■ Aim of the exercise ■
In full and word for word, give the records again.
○ ○ ○ ○
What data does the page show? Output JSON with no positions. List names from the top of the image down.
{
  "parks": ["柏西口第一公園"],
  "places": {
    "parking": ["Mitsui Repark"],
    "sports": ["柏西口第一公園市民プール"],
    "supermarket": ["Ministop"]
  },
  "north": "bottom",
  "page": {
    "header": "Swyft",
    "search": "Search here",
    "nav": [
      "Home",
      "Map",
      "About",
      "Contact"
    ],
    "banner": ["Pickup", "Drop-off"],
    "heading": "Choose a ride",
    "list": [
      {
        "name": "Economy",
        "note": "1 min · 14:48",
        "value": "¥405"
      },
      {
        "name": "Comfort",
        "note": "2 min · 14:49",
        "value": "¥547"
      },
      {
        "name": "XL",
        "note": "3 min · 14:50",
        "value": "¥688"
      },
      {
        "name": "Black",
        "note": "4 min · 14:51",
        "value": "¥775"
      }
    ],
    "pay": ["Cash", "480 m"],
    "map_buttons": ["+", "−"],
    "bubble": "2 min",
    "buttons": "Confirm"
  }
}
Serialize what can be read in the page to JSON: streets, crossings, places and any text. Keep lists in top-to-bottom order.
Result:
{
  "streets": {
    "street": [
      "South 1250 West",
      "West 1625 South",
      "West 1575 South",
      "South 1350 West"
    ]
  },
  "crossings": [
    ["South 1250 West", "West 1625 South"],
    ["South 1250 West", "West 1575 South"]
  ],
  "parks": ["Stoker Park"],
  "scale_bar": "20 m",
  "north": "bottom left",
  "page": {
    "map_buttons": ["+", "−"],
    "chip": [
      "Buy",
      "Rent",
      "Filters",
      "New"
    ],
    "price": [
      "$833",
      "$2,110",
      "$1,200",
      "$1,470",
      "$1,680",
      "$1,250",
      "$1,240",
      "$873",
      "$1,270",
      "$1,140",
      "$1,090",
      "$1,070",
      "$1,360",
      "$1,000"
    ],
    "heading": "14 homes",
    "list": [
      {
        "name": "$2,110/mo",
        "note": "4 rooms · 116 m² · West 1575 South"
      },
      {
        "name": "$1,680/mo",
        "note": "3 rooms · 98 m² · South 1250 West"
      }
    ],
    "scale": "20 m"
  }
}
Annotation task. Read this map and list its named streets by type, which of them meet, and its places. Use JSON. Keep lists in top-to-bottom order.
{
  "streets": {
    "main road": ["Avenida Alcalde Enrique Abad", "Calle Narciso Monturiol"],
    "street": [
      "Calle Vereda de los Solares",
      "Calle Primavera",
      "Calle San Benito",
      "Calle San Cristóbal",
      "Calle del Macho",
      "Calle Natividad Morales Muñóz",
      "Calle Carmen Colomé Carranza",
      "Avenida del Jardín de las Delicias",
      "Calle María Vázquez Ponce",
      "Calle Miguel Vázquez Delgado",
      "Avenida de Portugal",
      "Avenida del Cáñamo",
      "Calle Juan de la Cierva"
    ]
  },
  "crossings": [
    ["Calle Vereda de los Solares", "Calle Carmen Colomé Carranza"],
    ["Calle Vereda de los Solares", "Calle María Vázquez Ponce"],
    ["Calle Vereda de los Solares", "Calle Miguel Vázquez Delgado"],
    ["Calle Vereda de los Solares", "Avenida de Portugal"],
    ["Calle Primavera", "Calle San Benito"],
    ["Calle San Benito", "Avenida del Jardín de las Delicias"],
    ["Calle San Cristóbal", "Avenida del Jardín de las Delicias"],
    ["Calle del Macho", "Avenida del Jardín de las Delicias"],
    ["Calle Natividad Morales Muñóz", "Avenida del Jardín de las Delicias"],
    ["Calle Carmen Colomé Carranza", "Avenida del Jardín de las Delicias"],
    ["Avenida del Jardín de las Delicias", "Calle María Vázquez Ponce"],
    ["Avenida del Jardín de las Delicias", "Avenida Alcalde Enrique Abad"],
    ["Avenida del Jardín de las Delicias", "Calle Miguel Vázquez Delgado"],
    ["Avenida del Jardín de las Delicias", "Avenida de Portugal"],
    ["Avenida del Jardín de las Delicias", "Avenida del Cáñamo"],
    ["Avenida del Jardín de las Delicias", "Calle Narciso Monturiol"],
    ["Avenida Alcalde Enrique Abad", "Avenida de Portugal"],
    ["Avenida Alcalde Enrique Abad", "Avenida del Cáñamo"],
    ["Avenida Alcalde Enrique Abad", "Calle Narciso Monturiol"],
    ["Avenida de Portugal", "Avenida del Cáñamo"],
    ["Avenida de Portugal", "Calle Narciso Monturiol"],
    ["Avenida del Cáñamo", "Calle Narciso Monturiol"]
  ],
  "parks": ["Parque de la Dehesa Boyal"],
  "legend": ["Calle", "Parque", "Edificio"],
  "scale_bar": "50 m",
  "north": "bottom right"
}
○ ○ ○ ○
■ Answer below ■
What data does the page show? Output JSON with no positions. List names from the top of the image down.
{
  "parks": ["柏西口第一公園"],
  "places": {
    "parking": ["Mitsui Repark"],
    "sports": ["柏西口第一公園市民プール"],
    "supermarket": ["Ministop"]
  },
  "north": "bottom",
  "page": {
    "header": "Swyft",
    "search": "Search here",
    "nav": [
      "Home",
      "Map",
      "About",
      "Contact"
    ],
    "banner": ["Pickup", "Drop-off"],
    "heading": "Choose a ride",
    "list": [
      {
        "name": "Economy",
        "note": "1 min · 14:48",
        "value": "¥405"
      },
      {
        "name": "Comfort",
        "note": "2 min · 14:49",
        "value": "¥547"
      },
      {
        "name": "XL",
        "note": "3 min · 14:50",
        "value": "¥688"
      },
      {
        "name": "Black",
        "note": "4 min · 14:51",
        "value": "¥775"
      }
    ],
    "pay": ["Cash", "480 m"],
    "map_buttons": ["+", "−"],
    "bubble": "2 min",
    "buttons": "Confirm"
  }
}
Serialize what can be read in the page to JSON: streets, crossings, places and any text. Keep lists in top-to-bottom order.
Result:
{
  "streets": {
    "street": [
      "South 1250 West",
      "West 1625 South",
      "West 1575 South",
      "South 1350 West"
    ]
  },
  "crossings": [
    ["South 1250 West", "West 1625 South"],
    ["South 1250 West", "West 1575 South"]
  ],
  "parks": ["Stoker Park"],
  "scale_bar": "20 m",
  "north": "bottom left",
  "page": {
    "map_buttons": ["+", "−"],
    "chip": [
      "Buy",
      "Rent",
      "Filters",
      "New"
    ],
    "price": [
      "$833",
      "$2,110",
      "$1,200",
      "$1,470",
      "$1,680",
      "$1,250",
      "$1,240",
      "$873",
      "$1,270",
      "$1,140",
      "$1,090",
      "$1,070",
      "$1,360",
      "$1,000"
    ],
    "heading": "14 homes",
    "list": [
      {
        "name": "$2,110/mo",
        "note": "4 rooms · 116 m² · West 1575 South"
      },
      {
        "name": "$1,680/mo",
        "note": "3 rooms · 98 m² · South 1250 West"
      }
    ],
    "scale": "20 m"
  }
}
Annotation task. Read this map and list its named streets by type, which of them meet, and its places. Use JSON. Keep lists in top-to-bottom order.
{
  "streets": {
    "main road": ["Avenida Alcalde Enrique Abad", "Calle Narciso Monturiol"],
    "street": [
      "Calle Vereda de los Solares",
      "Calle Primavera",
      "Calle San Benito",
      "Calle San Cristóbal",
      "Calle del Macho",
      "Calle Natividad Morales Muñóz",
      "Calle Carmen Colomé Carranza",
      "Avenida del Jardín de las Delicias",
      "Calle María Vázquez Ponce",
      "Calle Miguel Vázquez Delgado",
      "Avenida de Portugal",
      "Avenida del Cáñamo",
      "Calle Juan de la Cierva"
    ]
  },
  "crossings": [
    ["Calle Vereda de los Solares", "Calle Carmen Colomé Carranza"],
    ["Calle Vereda de los Solares", "Calle María Vázquez Ponce"],
    ["Calle Vereda de los Solares", "Calle Miguel Vázquez Delgado"],
    ["Calle Vereda de los Solares", "Avenida de Portugal"],
    ["Calle Primavera", "Calle San Benito"],
    ["Calle San Benito", "Avenida del Jardín de las Delicias"],
    ["Calle San Cristóbal", "Avenida del Jardín de las Delicias"],
    ["Calle del Macho", "Avenida del Jardín de las Delicias"],
    ["Calle Natividad Morales Muñóz", "Avenida del Jardín de las Delicias"],
    ["Calle Carmen Colomé Carranza", "Avenida del Jardín de las Delicias"],
    ["Avenida del Jardín de las Delicias", "Calle María Vázquez Ponce"],
    ["Avenida del Jardín de las Delicias", "Avenida Alcalde Enrique Abad"],
    ["Avenida del Jardín de las Delicias", "Calle Miguel Vázquez Delgado"],
    ["Avenida del Jardín de las Delicias", "Avenida de Portugal"],
    ["Avenida del Jardín de las Delicias", "Avenida del Cáñamo"],
    ["Avenida del Jardín de las Delicias", "Calle Narciso Monturiol"],
    ["Avenida Alcalde Enrique Abad", "Avenida de Portugal"],
    ["Avenida Alcalde Enrique Abad", "Avenida del Cáñamo"],
    ["Avenida Alcalde Enrique Abad", "Calle Narciso Monturiol"],
    ["Avenida de Portugal", "Avenida del Cáñamo"],
    ["Avenida de Portugal", "Calle Narciso Monturiol"],
    ["Avenida del Cáñamo", "Calle Narciso Monturiol"]
  ],
  "parks": ["Parque de la Dehesa Boyal"],
  "legend": ["Calle", "Parque", "Edificio"],
  "scale_bar": "50 m",
  "north": "bottom right"
}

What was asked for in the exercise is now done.